- [Try it] What lines in the data below mention the string "place"? Copy them out.

- [Records shown]
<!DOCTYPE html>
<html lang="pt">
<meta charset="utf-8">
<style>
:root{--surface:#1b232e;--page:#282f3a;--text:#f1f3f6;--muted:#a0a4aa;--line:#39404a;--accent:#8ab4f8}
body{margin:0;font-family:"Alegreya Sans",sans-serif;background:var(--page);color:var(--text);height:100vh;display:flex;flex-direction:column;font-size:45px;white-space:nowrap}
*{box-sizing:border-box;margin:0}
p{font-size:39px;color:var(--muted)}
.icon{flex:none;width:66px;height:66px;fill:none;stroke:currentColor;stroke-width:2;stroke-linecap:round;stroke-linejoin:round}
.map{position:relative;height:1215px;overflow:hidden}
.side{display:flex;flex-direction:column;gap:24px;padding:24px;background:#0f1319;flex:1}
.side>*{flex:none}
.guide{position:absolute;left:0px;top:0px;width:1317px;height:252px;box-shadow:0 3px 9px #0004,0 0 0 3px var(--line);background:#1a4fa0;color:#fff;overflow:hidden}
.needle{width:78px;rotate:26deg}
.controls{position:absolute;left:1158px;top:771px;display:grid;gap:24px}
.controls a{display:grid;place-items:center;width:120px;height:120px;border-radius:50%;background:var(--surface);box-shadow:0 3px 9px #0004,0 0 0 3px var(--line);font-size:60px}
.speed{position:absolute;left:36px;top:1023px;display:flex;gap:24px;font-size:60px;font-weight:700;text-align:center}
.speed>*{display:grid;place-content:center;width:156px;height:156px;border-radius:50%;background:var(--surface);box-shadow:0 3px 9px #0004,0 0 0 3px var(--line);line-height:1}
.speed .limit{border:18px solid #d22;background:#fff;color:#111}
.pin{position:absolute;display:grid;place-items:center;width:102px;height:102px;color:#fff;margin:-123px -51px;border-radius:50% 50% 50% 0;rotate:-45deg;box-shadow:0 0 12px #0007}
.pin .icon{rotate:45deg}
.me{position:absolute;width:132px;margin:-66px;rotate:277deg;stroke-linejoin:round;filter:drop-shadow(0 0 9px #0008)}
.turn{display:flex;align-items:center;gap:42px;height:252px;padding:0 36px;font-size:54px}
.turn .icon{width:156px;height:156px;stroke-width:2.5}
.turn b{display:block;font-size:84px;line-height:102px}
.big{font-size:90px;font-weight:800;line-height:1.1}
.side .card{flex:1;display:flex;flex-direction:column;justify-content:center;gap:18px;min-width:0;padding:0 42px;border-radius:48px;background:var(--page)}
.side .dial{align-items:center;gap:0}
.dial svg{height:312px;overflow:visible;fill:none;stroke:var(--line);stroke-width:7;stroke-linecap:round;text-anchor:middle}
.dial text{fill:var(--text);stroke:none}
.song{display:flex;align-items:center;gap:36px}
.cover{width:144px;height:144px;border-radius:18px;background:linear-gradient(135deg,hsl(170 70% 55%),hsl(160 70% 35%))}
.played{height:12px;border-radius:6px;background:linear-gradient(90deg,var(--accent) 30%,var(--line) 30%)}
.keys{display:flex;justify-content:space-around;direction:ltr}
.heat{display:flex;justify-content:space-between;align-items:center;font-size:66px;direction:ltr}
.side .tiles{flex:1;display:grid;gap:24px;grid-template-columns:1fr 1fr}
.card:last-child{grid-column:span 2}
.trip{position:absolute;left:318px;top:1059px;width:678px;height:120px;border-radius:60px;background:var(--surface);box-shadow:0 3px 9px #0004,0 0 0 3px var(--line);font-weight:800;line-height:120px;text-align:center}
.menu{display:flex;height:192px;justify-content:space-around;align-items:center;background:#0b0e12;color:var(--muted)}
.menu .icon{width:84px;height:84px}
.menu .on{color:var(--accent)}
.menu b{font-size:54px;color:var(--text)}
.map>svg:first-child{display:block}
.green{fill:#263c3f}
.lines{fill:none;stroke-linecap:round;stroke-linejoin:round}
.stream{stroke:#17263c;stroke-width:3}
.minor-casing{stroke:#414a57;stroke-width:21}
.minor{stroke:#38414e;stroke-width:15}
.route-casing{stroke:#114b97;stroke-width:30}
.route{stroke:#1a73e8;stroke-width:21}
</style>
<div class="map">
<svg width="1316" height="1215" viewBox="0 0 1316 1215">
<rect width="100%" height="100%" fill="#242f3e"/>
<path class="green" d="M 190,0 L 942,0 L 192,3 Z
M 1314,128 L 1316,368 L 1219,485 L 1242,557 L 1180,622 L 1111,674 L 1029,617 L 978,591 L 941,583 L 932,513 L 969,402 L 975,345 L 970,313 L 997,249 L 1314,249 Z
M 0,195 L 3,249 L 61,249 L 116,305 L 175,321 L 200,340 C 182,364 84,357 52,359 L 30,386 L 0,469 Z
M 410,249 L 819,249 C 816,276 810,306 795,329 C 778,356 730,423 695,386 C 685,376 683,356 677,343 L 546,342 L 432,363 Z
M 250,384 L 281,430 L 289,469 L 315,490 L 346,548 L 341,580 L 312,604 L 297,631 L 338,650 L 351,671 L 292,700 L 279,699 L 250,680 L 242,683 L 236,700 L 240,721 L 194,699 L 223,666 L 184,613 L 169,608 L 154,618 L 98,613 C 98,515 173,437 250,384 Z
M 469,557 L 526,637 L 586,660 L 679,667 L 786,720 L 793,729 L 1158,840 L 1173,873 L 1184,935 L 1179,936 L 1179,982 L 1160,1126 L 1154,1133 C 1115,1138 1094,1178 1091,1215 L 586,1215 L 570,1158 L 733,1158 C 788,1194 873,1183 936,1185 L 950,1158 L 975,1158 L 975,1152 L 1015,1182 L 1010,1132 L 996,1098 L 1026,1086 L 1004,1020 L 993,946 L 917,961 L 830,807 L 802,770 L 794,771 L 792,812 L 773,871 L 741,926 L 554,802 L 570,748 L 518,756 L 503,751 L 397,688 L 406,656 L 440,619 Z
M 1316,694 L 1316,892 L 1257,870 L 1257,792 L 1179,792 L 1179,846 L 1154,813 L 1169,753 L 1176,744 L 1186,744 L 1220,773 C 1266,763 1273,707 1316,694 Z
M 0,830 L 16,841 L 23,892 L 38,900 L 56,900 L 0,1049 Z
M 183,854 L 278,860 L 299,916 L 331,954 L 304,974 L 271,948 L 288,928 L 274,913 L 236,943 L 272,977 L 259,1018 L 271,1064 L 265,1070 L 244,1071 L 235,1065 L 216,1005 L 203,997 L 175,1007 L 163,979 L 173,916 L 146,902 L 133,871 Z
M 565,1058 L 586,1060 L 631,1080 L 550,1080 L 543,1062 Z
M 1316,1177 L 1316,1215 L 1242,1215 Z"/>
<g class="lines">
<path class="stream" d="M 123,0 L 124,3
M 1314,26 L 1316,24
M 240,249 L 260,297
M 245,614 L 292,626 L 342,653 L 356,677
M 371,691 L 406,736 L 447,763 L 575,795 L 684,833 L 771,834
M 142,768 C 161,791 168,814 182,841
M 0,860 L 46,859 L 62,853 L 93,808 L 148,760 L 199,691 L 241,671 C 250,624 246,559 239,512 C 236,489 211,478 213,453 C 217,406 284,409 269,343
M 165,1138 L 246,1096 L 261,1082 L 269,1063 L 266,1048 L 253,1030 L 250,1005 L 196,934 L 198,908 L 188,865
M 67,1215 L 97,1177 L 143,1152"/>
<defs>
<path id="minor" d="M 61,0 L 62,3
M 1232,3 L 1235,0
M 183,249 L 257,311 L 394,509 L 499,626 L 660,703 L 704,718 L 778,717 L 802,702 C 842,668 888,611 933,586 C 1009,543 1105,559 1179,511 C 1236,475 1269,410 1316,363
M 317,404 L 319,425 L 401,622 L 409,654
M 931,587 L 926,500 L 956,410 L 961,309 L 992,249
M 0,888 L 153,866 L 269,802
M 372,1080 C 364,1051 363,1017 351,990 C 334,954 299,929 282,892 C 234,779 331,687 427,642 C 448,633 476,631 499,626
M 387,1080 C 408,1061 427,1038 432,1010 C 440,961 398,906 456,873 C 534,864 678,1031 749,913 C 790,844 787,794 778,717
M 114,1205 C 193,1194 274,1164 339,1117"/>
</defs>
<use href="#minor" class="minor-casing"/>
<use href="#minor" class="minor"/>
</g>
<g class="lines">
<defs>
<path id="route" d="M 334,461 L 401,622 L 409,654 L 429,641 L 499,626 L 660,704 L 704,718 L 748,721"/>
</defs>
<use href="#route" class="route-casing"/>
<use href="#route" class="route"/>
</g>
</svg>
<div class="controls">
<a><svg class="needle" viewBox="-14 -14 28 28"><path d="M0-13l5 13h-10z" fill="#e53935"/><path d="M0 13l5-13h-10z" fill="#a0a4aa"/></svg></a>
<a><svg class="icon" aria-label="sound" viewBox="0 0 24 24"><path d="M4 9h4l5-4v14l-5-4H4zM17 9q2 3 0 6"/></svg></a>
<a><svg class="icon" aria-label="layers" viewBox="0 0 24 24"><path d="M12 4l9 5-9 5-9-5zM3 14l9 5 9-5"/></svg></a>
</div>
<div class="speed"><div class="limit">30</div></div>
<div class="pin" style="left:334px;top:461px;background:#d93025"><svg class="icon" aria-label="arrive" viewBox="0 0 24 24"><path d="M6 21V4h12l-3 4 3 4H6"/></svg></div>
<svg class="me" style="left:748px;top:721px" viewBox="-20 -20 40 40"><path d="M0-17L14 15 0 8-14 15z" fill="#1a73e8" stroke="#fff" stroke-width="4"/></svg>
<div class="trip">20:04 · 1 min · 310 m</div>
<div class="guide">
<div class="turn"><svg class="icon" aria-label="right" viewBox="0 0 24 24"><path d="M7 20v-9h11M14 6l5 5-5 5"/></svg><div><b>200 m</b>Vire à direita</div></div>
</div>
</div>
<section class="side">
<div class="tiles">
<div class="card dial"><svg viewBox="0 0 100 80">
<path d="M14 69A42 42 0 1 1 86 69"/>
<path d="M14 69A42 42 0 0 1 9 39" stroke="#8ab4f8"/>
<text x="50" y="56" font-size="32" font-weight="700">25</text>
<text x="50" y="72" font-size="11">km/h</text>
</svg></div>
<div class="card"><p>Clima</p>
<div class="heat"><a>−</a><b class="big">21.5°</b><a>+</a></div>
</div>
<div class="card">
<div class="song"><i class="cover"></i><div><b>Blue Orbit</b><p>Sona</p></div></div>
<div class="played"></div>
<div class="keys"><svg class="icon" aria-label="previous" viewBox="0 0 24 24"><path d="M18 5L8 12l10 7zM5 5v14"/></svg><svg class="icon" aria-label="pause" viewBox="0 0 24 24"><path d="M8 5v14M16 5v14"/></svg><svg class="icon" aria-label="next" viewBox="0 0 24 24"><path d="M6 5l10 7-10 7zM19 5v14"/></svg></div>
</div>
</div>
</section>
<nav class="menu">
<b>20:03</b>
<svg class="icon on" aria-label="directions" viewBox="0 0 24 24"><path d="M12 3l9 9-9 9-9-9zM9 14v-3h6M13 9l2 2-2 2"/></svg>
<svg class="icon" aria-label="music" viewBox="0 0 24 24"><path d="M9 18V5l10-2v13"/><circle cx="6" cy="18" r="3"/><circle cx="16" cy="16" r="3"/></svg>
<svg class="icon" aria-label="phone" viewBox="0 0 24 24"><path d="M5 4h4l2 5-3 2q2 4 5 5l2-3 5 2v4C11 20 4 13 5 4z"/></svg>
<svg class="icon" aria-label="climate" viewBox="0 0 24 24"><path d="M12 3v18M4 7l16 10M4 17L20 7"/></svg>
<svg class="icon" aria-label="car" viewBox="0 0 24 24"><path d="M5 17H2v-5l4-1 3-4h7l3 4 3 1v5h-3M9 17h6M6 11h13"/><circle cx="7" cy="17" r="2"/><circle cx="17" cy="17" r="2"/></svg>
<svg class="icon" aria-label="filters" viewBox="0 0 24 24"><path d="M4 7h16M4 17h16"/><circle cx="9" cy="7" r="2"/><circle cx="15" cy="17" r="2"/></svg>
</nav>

- [Result of this exercise]
.controls a{display:grid;place-items:center;width:120px;height:120px;border-radius:50%;background:var(--surface);box-shadow:0 3px 9px #0004,0 0 0 3px var(--line);font-size:60px}
.speed>*{display:grid;place-content:center;width:156px;height:156px;border-radius:50%;background:var(--surface);box-shadow:0 3px 9px #0004,0 0 0 3px var(--line);line-height:1}
.pin{position:absolute;display:grid;place-items:center;width:102px;height:102px;color:#fff;margin:-123px -51px;border-radius:50% 50% 50% 0;rotate:-45deg;box-shadow:0 0 12px #0007}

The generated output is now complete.